KhronosGroup / NNEF-Tools

The NNEF Tools repository contains tools to generate and consume NNEF documents
https://www.khronos.org/nnef
222 stars 57 forks source link

support for QUANTIZE and DEQUANTIZE operations #118

Closed antoine-n closed 4 years ago

antoine-n commented 4 years ago

hi, I have a model in TFLite format which I quantized via "full integer quantization of weights and activations" under tensorflow-2.1 (https://www.tensorflow.org/model_optimization/guide/quantization/index#full_integer_quantization_of_weights_and_activations), the resulting .tflite file contains QUANTIZE and DEQUANTIZE operations. When trying to convert this model from TFLITE to NNEF I get the error: AssertionError: No tflite_to_tf_py converter for QUANTIZE I looked at the converter code and I can see in ./nnef_tools/conversion/tensorflow/tflite_to_tf_py.py that these operator are UNSUPPORTED, so my question is: Is there a chance that these operations will be supported in NNEF-tools in near future?

gyenesvi commented 4 years ago

Hi, I don't quite understand why the tflite file contains quantize and dequantize ops. In tflite, the whole model (all ops) should be quantized, so it should not explicitly contain such ops as far as I understand.

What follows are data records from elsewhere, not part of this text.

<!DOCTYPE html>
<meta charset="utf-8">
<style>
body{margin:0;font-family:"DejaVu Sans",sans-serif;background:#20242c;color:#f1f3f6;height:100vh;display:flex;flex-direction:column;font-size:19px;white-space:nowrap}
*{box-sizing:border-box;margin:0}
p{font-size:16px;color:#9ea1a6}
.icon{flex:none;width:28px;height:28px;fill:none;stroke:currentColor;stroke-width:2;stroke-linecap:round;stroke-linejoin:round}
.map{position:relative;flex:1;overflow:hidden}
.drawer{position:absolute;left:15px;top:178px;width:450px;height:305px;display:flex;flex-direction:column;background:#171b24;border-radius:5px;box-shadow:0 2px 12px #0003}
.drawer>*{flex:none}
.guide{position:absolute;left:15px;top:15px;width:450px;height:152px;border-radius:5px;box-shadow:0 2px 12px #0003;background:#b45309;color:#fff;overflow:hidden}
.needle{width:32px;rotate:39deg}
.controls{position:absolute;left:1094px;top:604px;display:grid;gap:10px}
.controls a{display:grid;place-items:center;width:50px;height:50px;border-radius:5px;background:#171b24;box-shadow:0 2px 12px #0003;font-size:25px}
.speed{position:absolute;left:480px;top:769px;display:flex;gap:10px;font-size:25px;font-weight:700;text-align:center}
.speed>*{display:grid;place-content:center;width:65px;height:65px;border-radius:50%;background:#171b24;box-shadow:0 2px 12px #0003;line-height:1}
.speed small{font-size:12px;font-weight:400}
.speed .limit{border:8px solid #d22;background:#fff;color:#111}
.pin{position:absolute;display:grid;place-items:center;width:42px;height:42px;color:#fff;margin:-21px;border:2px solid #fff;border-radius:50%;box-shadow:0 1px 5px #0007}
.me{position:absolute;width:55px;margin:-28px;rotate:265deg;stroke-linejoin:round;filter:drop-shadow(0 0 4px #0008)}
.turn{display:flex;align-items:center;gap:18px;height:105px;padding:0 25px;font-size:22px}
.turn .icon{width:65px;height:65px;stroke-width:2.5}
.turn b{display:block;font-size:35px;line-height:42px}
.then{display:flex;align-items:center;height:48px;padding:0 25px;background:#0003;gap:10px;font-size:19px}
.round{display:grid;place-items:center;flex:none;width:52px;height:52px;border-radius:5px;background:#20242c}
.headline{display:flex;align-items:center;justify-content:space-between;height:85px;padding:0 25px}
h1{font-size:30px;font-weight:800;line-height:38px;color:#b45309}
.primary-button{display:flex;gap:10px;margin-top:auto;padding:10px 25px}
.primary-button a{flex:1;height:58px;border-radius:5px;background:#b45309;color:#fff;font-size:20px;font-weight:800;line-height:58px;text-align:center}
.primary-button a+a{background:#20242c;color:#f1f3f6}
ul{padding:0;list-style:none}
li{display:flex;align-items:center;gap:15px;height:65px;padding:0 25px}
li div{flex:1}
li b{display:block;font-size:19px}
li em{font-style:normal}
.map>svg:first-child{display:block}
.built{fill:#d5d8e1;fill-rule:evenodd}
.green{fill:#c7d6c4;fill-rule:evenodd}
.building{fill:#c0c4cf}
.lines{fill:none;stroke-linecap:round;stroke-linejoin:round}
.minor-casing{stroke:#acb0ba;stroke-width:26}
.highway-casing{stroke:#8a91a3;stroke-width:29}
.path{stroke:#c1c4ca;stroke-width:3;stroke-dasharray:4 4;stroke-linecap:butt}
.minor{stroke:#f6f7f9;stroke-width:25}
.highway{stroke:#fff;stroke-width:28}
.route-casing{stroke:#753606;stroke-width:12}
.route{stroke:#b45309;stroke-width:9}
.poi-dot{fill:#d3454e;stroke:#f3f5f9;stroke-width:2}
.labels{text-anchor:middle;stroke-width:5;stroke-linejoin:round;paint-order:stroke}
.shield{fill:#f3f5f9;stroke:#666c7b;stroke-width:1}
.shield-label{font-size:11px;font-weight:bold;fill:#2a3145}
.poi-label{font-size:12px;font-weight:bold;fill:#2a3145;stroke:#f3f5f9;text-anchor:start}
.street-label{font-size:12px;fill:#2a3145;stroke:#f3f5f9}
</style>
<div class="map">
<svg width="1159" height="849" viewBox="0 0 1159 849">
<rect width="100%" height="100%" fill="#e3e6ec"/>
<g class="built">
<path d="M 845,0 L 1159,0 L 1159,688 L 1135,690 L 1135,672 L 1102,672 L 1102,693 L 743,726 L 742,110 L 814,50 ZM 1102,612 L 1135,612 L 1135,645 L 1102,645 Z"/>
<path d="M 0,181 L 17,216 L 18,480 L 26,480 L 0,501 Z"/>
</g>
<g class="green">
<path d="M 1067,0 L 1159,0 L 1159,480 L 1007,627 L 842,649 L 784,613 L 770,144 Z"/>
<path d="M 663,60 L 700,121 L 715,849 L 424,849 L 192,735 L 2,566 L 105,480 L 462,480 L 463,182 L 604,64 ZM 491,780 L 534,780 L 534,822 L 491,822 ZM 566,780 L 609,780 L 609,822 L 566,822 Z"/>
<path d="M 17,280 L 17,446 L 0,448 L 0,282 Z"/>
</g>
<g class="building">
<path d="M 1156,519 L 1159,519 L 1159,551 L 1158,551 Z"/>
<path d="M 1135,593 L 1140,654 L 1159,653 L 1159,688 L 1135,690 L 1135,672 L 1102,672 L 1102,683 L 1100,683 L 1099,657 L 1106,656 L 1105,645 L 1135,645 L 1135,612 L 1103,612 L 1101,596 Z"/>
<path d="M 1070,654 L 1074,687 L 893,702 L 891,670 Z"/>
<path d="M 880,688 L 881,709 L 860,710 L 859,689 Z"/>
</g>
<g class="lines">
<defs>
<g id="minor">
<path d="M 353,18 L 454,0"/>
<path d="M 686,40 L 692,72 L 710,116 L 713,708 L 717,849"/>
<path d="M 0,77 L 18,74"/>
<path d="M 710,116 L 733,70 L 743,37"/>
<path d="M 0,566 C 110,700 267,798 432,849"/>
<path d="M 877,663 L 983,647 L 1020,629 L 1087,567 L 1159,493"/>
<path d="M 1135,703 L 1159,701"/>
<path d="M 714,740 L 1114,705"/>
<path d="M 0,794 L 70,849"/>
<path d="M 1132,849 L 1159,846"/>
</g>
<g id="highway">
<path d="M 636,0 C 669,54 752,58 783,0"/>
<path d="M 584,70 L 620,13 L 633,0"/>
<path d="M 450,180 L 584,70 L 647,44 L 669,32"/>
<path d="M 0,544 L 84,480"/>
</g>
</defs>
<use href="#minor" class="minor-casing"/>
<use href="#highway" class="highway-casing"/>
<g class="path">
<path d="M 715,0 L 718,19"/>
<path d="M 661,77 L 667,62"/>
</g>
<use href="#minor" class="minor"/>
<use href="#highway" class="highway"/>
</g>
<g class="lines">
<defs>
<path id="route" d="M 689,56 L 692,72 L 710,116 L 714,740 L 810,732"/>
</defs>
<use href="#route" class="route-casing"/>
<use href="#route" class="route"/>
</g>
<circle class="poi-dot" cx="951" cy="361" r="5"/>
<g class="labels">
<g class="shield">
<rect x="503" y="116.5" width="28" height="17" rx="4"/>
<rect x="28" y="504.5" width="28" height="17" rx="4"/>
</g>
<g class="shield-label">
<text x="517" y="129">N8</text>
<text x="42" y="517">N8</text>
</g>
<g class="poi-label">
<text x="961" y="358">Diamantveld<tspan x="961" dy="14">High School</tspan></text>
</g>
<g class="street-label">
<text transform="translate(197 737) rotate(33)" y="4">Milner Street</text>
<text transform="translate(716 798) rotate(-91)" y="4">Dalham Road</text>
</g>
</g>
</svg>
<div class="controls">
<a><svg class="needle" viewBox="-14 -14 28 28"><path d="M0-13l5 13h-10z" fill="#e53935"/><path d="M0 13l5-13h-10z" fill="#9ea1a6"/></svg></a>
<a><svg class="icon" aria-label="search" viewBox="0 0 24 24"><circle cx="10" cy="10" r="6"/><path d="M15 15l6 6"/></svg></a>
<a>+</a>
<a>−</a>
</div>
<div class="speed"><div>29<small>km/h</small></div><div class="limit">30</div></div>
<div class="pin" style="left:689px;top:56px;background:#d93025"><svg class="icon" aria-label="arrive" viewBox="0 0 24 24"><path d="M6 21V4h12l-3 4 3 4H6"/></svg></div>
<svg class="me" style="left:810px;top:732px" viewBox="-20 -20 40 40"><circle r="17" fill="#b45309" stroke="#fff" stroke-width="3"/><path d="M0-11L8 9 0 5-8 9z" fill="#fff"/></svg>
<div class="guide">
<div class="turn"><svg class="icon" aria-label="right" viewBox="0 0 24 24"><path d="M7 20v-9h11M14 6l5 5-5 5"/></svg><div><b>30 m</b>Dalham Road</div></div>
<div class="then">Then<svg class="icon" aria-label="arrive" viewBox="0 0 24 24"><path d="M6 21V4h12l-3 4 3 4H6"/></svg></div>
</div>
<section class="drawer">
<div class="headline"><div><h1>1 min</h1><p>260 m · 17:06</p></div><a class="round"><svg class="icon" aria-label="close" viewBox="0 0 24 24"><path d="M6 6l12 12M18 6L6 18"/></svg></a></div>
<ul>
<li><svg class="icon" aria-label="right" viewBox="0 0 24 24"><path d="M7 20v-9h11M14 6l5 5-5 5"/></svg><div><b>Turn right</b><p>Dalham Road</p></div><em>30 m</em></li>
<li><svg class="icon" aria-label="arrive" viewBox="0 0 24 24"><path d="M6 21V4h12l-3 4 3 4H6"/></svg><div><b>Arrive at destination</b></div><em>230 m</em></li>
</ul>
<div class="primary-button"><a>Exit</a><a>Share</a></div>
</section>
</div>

Also, in the list of tflite ops, I don't see such an op. I can see that TF itself contains such ops. However, I also found some issue that says that to get a proper tflite result, the original tf file should not contain such ops, but, fake_quantize ops, that's what tflite can convert to proper quantization:

https://github.com/tensorflow/tensorflow/issues/20272

So are you sure you are using tflite the way it is intended to? Or can you point me to some link that explains how quantize and dequantize should be used in tflite?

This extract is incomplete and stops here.